Closed VaishnaviHire closed 5 months ago
/cc @israel-hdez @danielezonca @etirelli @LaVLaS
After reading this ADR, the main question I have is:
Why do we reconcile everything back to the default state?
Shouldn't we treat the components' manifests as a sort of "reasonable" default and allow users to adjust them according to their needs? KfDef version (v1) might have been too liberal in this regard, as it merely checked if a given resource already existed and skipped applying if that was the case. I understand that we want to have control over certain aspects, but this proposal suggests we might have gone too far with this approach.
Perhaps we should start considering what changes users can make (or define what is not changeable) to the resources we create and allow them to do so.
I do agree with letting users update the resources, I am just not sure how we can limit the scope of the updates. So if we do not reconcile to the desired state, there can be usecase when users do multiple config updates and result in an error state. Maybe we can add a way for user to return to defaults if they are in such error state?
Kfdef actually provided no way to customize, it used to reconcile everything back to the default state.

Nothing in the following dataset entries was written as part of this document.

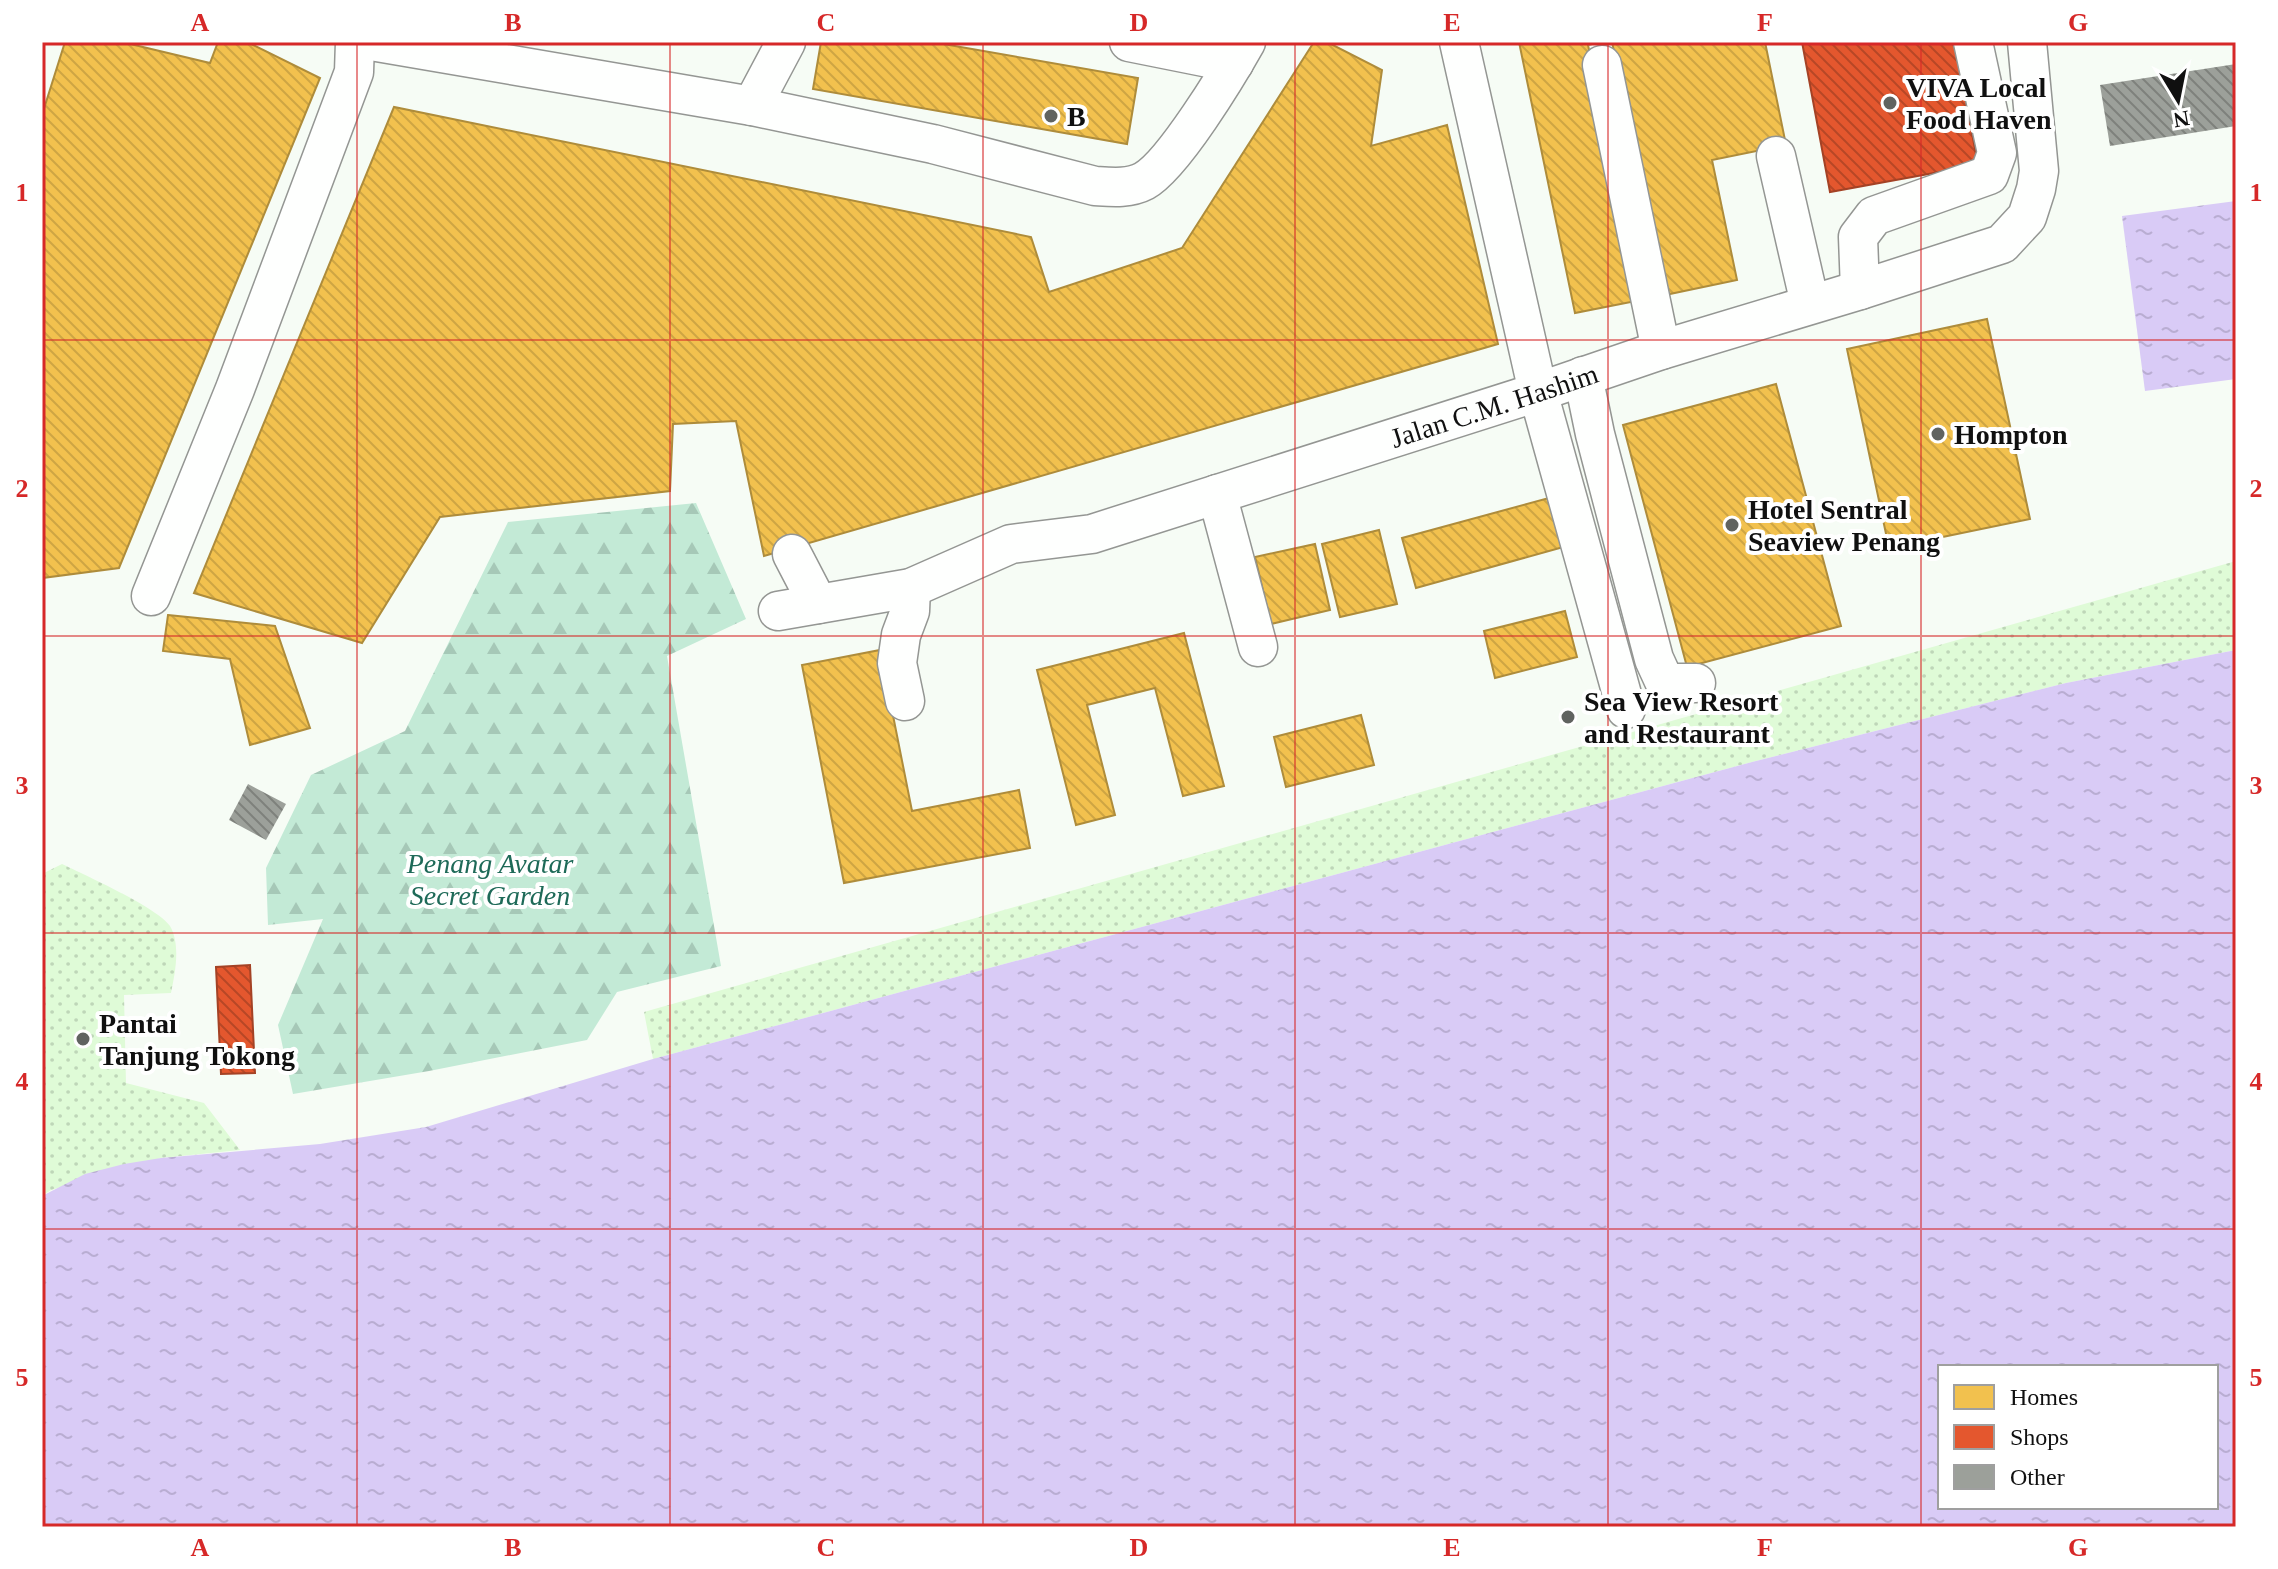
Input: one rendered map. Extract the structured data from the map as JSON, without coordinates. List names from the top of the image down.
{
  "streets": {
    "street": ["Jalan C.M. Hashim"]
  },
  "parks": ["Penang Avatar Secret Garden"],
  "places": [
    "VIVA Local Food Haven",
    "B",
    "Hompton",
    "Hotel Sentral Seaview Penang",
    "Sea View Resort and Restaurant",
    "Pantai Tanjung Tokong"
  ],
  "legend": ["Homes", "Shops", "Other"],
  "north": "bottom",
  "grid": {
    "columns": [
      "A",
      "B",
      "C",
      "D",
      "E",
      "F",
      "G"
    ],
    "rows": [
      "1",
      "2",
      "3",
      "4",
      "5"
    ]
  }
}
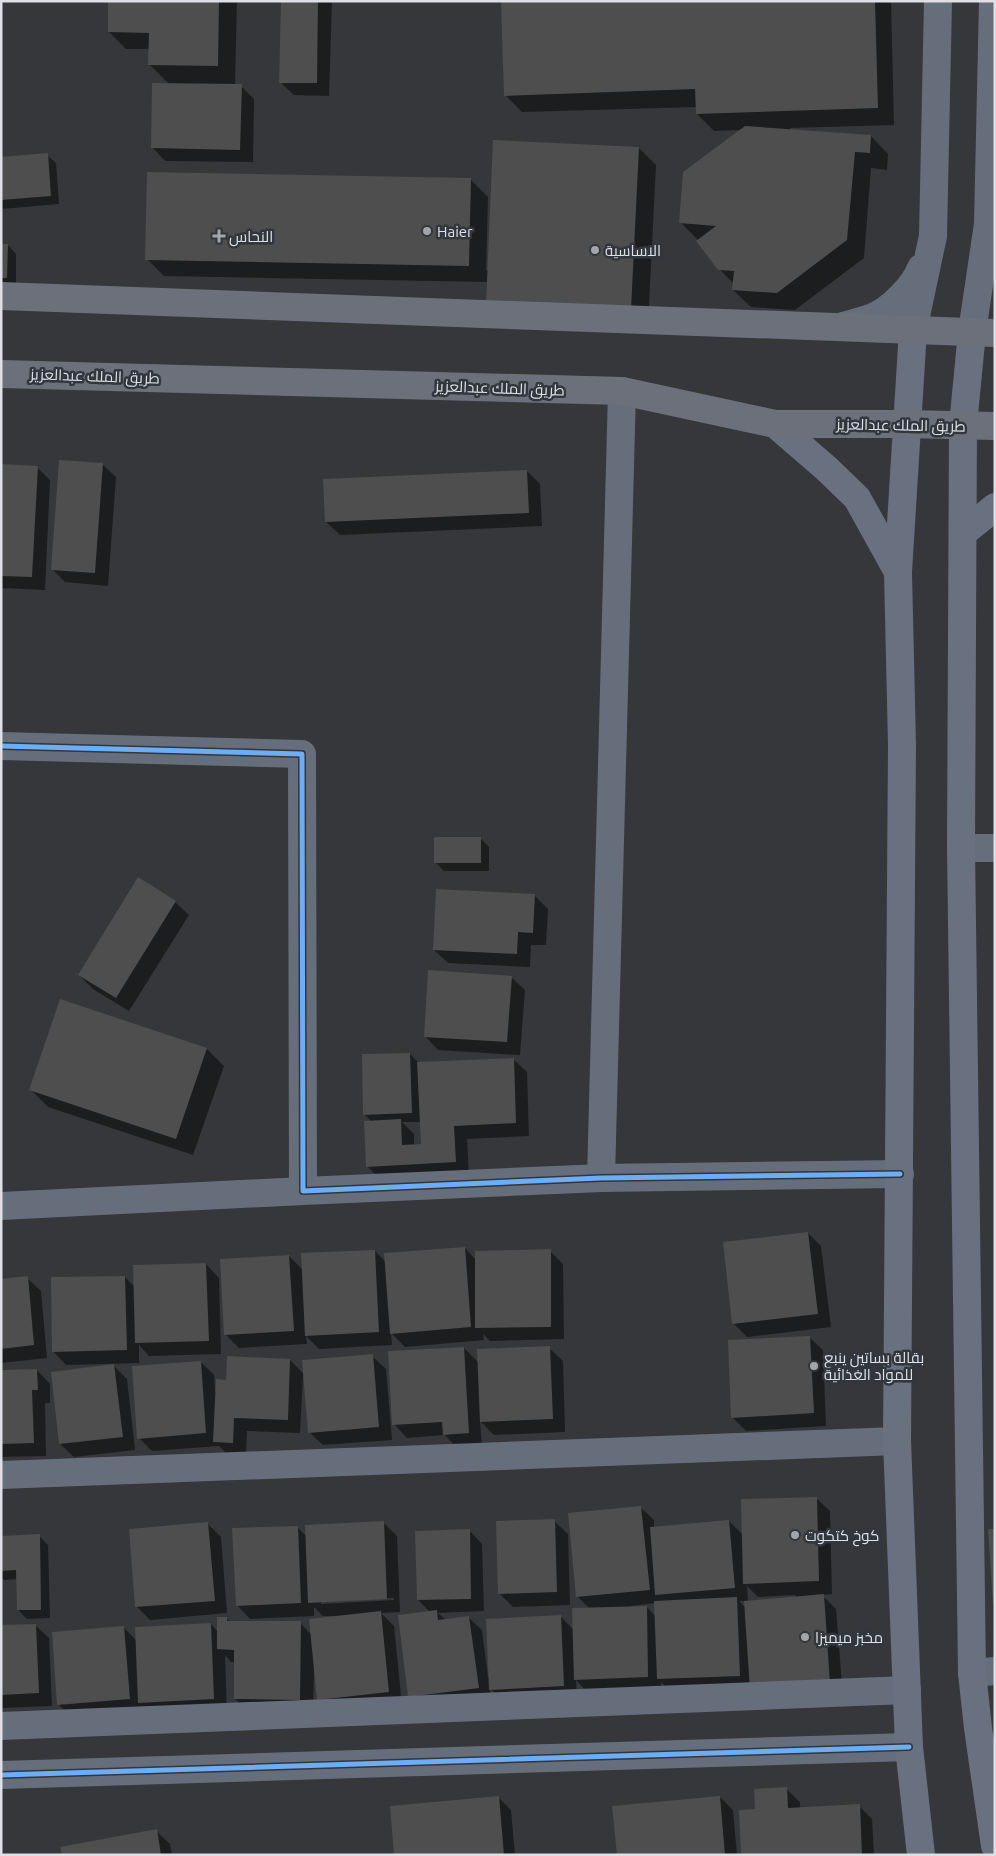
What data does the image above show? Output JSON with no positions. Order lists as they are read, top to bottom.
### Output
{
  "streets": {
    "highway": ["طريق الملك عبدالعزيز"]
  },
  "places": {
    "other": [
      "Haier",
      "الاساسية",
      "بقالة بساتين ينبع للمواد الغذائية",
      "كوخ كتكوت",
      "مخبز ميميزا"
    ],
    "health": ["النحاس"]
  }
}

I do agree with letting users update the resources, I am just not sure how we can limit the scope of the updates
Maybe we could find a simple way to define paths/fields of a particular resource that we will skip during reconciliation. We can for example remove such a field from the patch operation when applying the original, "desired" state. Or flipping this around - reconciliation will apply a patch with only the fields that we really want to make sure are not changed.
So if we do not reconcile to the desired state, there can be usecase when users do multiple config updates and result in an error state. Maybe we can add a way for user to return to defaults if they are in such error state?
I am not sure about this one. My line of thinking is more of what kind of changes would result in "unsupported configuration". For example, we might want to make sure our images are always reconciled. But things like resources are very dependent on the target env and usage patterns so this could be skipped from reconciliation.
Kfdef actually provided no way to customize, it used to reconcile everything back to the default state.
I have only worked on the plugin part of KfDef and in there when you were creating so-called "raw resources" it was skipping apply during reconciliation when the resource already existed. So I stand corrected :)
OTOH it lets you provide your own overlays to customize the kustomize :) I am not saying this is the way to go, but it was possible without blowing up the KfDef
API.
Why do we reconcile everything back to the default state?
Shouldn't we treat the components' manifests as a sort of "reasonable" default and allow users to adjust them according to their needs?
I know we can go this way to be quite flexible. However, I'm more on the side that it is the operator CRDs that should expose the needed settings, rather than instructing the users to do it themselves.
IMHO, the more we allow for such flexibility, the more the operator becomes less valuable -- i.e. why not just provide the manifests to the user?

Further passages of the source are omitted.